Re: pg_stat_statements issue with parallel maintenance (Was Re: WALusage calculation patch) - Mailing list pgsql-hackers

From Dilip Kumar
Subject Re: pg_stat_statements issue with parallel maintenance (Was Re: WALusage calculation patch)
Date
Msg-id CAFiTN-t_mOzS9XLdu7R_3vFb7B+Kw8rzNDQ=cub7f6TTtdPffQ@mail.gmail.com
Whole thread Raw
In response to Re: pg_stat_statements issue with parallel maintenance (Was Re: WALusage calculation patch)  (Dilip Kumar <dilipbalaut@gmail.com>)
Responses Re: pg_stat_statements issue with parallel maintenance (Was Re: WALusage calculation patch)  (Amit Kapila <amit.kapila16@gmail.com>)
List pgsql-hackers
On Tue, Mar 31, 2020 at 12:20 PM Dilip Kumar <dilipbalaut@gmail.com> wrote:
>
> On Tue, Mar 31, 2020 at 10:44 AM Masahiko Sawada
> <masahiko.sawada@2ndquadrant.com> wrote:
> >
> > On Tue, 31 Mar 2020 at 12:58, Amit Kapila <amit.kapila16@gmail.com> wrote:
> > >
> > > On Mon, Mar 30, 2020 at 12:31 PM Masahiko Sawada
> > > <masahiko.sawada@2ndquadrant.com> wrote:
> > > >
> > > > The patch for vacuum conflicts with recent changes in vacuum.

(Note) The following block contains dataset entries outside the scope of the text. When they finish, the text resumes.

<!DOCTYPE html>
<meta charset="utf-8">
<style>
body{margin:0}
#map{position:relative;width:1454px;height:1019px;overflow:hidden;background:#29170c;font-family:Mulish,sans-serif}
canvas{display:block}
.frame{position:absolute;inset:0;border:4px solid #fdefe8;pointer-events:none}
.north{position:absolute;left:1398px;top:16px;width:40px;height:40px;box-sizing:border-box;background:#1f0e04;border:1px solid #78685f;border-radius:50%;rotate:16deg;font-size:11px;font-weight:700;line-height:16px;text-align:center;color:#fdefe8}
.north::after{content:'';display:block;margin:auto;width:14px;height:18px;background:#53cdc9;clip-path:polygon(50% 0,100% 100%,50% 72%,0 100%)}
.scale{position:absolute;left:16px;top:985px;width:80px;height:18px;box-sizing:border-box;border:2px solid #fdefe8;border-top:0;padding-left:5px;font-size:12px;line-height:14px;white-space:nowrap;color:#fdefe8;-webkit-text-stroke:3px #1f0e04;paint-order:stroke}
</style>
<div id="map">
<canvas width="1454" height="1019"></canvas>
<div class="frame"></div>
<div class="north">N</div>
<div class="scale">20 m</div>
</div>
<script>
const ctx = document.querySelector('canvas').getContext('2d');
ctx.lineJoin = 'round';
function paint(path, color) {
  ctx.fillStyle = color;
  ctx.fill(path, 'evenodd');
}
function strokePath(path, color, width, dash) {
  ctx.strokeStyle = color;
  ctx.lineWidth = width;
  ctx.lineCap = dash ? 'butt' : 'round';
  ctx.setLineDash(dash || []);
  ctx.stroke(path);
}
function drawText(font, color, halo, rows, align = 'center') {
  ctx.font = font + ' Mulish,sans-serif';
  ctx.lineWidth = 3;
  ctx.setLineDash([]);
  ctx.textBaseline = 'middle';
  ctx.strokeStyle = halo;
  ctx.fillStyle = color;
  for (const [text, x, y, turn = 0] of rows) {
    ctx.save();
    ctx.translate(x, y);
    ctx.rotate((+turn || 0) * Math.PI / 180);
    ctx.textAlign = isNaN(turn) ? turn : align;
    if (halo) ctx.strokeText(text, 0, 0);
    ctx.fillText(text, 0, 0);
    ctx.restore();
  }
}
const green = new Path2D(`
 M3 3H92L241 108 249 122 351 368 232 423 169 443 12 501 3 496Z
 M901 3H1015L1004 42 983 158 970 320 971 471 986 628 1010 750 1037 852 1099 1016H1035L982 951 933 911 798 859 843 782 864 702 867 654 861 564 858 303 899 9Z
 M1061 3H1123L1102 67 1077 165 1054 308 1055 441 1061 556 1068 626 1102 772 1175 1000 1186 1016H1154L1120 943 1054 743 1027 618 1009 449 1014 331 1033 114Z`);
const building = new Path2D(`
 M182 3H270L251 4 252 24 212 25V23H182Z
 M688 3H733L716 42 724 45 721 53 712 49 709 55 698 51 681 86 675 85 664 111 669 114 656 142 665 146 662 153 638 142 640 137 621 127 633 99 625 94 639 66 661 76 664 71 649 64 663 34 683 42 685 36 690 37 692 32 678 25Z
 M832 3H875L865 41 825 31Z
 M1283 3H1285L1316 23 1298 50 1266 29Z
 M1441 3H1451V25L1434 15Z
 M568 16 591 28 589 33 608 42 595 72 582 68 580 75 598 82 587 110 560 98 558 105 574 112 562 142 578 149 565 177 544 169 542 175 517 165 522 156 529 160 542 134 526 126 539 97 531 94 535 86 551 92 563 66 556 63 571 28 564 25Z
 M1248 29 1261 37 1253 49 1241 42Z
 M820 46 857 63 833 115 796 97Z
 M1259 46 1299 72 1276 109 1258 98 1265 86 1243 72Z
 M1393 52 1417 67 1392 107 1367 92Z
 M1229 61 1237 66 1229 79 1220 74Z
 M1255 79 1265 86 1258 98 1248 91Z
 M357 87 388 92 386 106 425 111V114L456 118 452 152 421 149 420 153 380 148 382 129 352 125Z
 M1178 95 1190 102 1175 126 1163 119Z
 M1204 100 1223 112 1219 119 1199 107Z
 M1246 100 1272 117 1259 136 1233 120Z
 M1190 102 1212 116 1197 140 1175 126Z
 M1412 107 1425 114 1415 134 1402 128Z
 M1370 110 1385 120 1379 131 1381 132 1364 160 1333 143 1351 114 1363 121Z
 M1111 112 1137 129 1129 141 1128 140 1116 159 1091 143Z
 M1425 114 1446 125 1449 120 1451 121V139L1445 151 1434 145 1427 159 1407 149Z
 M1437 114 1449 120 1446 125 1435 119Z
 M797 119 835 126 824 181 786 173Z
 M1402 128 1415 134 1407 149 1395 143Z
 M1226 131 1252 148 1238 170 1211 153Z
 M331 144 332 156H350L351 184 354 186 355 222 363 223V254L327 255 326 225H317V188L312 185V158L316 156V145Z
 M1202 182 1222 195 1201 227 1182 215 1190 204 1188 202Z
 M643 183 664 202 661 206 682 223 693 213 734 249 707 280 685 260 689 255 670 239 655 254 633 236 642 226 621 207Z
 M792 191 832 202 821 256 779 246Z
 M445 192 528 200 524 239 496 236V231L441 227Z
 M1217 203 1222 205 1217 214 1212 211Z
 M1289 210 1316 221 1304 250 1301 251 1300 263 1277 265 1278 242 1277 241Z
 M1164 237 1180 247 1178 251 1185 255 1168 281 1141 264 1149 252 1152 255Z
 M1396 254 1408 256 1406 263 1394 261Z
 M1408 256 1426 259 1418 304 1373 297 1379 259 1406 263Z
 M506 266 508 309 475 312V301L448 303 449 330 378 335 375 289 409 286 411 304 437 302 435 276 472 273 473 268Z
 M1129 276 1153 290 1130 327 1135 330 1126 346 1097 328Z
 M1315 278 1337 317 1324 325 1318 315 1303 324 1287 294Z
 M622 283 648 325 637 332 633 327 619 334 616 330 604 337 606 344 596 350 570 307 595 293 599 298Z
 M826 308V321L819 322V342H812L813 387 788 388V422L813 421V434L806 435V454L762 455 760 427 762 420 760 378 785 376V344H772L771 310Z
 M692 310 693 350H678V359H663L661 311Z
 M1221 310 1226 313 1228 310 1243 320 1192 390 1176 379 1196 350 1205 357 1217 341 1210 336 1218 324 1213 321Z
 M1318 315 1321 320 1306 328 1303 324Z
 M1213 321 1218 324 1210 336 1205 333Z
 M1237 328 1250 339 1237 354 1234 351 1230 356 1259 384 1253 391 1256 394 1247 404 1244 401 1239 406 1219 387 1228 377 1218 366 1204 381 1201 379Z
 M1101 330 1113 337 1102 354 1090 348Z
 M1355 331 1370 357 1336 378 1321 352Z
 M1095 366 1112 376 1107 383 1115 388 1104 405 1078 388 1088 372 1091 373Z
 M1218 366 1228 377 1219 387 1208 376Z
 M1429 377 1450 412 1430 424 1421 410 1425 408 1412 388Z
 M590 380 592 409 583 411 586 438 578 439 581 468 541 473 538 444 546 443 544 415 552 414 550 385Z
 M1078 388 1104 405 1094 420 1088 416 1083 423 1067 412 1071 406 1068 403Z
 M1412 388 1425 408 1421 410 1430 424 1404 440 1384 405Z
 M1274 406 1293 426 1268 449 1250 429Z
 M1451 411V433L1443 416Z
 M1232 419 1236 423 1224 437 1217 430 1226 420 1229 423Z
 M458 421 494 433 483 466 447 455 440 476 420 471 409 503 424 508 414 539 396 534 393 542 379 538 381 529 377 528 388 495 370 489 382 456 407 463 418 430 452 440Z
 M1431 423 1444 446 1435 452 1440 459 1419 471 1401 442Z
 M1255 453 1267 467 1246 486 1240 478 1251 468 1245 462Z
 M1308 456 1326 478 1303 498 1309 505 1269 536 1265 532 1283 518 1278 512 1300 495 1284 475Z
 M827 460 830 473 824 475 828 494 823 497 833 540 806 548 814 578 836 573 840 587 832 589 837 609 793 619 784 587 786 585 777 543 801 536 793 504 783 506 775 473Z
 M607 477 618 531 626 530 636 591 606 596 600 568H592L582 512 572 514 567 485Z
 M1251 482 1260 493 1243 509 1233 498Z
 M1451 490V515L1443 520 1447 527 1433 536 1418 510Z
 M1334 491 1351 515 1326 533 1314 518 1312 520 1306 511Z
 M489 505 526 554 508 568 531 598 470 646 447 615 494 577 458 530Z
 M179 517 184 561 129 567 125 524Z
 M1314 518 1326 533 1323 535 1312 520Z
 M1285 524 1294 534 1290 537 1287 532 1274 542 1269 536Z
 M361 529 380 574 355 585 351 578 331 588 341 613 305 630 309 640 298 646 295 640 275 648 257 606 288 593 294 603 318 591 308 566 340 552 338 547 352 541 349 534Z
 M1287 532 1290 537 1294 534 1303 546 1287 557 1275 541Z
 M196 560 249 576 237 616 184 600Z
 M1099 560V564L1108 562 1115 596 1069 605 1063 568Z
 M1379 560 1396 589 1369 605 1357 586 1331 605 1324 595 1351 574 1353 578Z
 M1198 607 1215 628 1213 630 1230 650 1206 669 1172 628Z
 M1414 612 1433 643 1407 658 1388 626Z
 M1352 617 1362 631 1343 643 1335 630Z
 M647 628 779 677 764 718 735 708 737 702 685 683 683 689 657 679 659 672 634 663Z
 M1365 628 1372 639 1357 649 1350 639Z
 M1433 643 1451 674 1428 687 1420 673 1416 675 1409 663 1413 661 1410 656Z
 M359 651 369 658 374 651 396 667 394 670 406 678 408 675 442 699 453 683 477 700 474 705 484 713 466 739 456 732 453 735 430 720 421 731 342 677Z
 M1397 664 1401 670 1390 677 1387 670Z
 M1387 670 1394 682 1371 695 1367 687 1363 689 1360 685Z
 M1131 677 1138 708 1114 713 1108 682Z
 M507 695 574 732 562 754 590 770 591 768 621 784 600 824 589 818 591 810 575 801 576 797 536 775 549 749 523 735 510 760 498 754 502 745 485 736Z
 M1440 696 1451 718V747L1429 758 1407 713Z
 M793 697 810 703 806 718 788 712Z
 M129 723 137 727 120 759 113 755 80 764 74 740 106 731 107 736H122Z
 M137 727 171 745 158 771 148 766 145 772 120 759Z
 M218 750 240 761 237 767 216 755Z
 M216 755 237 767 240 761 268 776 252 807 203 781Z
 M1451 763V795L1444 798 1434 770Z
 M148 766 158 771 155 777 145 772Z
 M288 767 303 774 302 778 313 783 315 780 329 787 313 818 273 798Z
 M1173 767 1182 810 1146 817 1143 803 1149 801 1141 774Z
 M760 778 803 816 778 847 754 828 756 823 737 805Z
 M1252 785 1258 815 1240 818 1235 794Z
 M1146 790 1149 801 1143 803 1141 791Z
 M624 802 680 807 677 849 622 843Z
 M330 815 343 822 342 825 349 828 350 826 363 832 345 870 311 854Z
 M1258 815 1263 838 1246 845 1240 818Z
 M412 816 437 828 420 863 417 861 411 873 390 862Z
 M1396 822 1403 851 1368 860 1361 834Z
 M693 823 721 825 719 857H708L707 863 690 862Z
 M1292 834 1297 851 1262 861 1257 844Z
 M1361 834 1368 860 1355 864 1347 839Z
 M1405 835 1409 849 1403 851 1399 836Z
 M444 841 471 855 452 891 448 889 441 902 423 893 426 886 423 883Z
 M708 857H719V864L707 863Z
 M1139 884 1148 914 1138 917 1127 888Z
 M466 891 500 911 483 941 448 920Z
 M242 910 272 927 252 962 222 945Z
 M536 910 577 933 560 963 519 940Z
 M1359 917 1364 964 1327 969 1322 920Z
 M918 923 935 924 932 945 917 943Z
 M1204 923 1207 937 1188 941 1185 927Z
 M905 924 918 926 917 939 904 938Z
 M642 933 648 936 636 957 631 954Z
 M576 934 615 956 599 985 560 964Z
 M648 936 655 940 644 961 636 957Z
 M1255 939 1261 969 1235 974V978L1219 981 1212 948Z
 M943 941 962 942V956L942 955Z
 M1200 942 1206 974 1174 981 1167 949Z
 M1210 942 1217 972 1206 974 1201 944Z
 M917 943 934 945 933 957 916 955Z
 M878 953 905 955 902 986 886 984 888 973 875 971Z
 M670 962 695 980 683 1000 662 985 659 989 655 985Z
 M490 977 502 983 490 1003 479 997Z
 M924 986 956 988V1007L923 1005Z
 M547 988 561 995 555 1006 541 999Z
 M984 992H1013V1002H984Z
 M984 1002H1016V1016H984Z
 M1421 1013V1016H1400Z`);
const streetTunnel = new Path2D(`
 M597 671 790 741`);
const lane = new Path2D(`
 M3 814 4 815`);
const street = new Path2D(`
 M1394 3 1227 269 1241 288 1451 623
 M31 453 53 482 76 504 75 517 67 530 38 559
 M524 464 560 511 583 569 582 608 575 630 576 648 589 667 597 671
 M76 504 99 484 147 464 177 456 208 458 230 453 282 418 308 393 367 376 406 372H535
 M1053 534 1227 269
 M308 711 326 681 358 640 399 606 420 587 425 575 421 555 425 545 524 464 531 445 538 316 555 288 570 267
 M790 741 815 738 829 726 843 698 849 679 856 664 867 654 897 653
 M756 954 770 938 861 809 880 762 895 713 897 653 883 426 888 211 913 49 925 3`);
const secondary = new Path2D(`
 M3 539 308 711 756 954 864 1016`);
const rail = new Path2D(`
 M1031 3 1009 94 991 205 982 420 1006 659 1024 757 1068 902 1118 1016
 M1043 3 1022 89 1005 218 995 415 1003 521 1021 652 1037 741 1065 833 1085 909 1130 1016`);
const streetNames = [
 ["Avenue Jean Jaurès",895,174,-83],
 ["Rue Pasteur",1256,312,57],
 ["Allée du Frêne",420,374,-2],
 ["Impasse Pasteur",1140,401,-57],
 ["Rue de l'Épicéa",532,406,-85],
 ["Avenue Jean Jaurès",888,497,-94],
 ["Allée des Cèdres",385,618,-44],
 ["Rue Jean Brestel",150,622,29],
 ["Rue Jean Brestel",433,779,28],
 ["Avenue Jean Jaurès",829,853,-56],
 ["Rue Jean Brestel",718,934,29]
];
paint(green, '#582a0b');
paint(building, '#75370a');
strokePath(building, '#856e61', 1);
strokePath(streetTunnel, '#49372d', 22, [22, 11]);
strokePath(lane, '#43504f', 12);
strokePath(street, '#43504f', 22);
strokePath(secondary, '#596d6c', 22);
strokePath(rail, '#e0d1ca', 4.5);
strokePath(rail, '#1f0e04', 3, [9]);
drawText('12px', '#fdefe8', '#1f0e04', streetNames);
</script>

So I've
> > > > attached rebased one.
> > > >
> > >
> > > + /*
> > > + * Next, accumulate buffer usage.  (This must wait for the workers to
> > > + * finish, or we might get incomplete data.)
> > > + */
> > > + for (i = 0; i < nworkers; i++)
> > > + InstrAccumParallelQuery(&lps->buffer_usage[i]);
> > > +
> > >
> > > This should be done for launched workers aka
> > > lps->pcxt->nworkers_launched.  I think a similar problem exists in
> > > create index related patch.
> >
> > You're right. Fixed in the new patches.
> >
> > On Mon, 30 Mar 2020 at 17:00, Julien Rouhaud <rjuju123@gmail.com> wrote:
> > >
> > > Just minor nitpicking:
> > >
> > > +   int         i;
> > >
> > >     Assert(!IsParallelWorker());
> > >     Assert(ParallelVacuumIsActive(lps));
> > > @@ -2166,6 +2172,13 @@ lazy_parallel_vacuum_indexes(Relation *Irel, IndexBulkDeleteResult **stats,
> > >     /* Wait for all vacuum workers to finish */
> > >     WaitForParallelWorkersToFinish(lps->pcxt);
> > >
> > > +   /*
> > > +    * Next, accumulate buffer usage.  (This must wait for the workers to
> > > +    * finish, or we might get incomplete data.)
> > > +    */
> > > +   for (i = 0; i < nworkers; i++)
> > > +       InstrAccumParallelQuery(&lps->buffer_usage[i]);
> > >
> > > We now allow declaring a variable in those loops, so it may be better to avoid
> > > declaring i outside the for scope?
> >
> > We can do that but I was not sure if it's good since other codes
> > around there don't use that. So I'd like to leave it for committers.
> > It's a trivial change.
>
> I have reviewed the patch and the patch looks fine to me.
>
> One minor comment
> /+ /* Points to buffer usage are in DSM */
> + BufferUsage *buffer_usage;
> +
> /buffer usage are in DSM / buffer usage area in DSM
>

While testing I have found one issue.  Basically, during a parallel
vacuum, it was showing more number of
shared_blk_hits+shared_blks_read.  After, some investigation, I found
that during the cleanup phase nworkers are -1, and because of this we
didn't try to launch worker but "lps->pcxt->nworkers_launched" had the
old launched worker count and shared memory also had old buffer read
data which was never updated as we did not try to launch the worker.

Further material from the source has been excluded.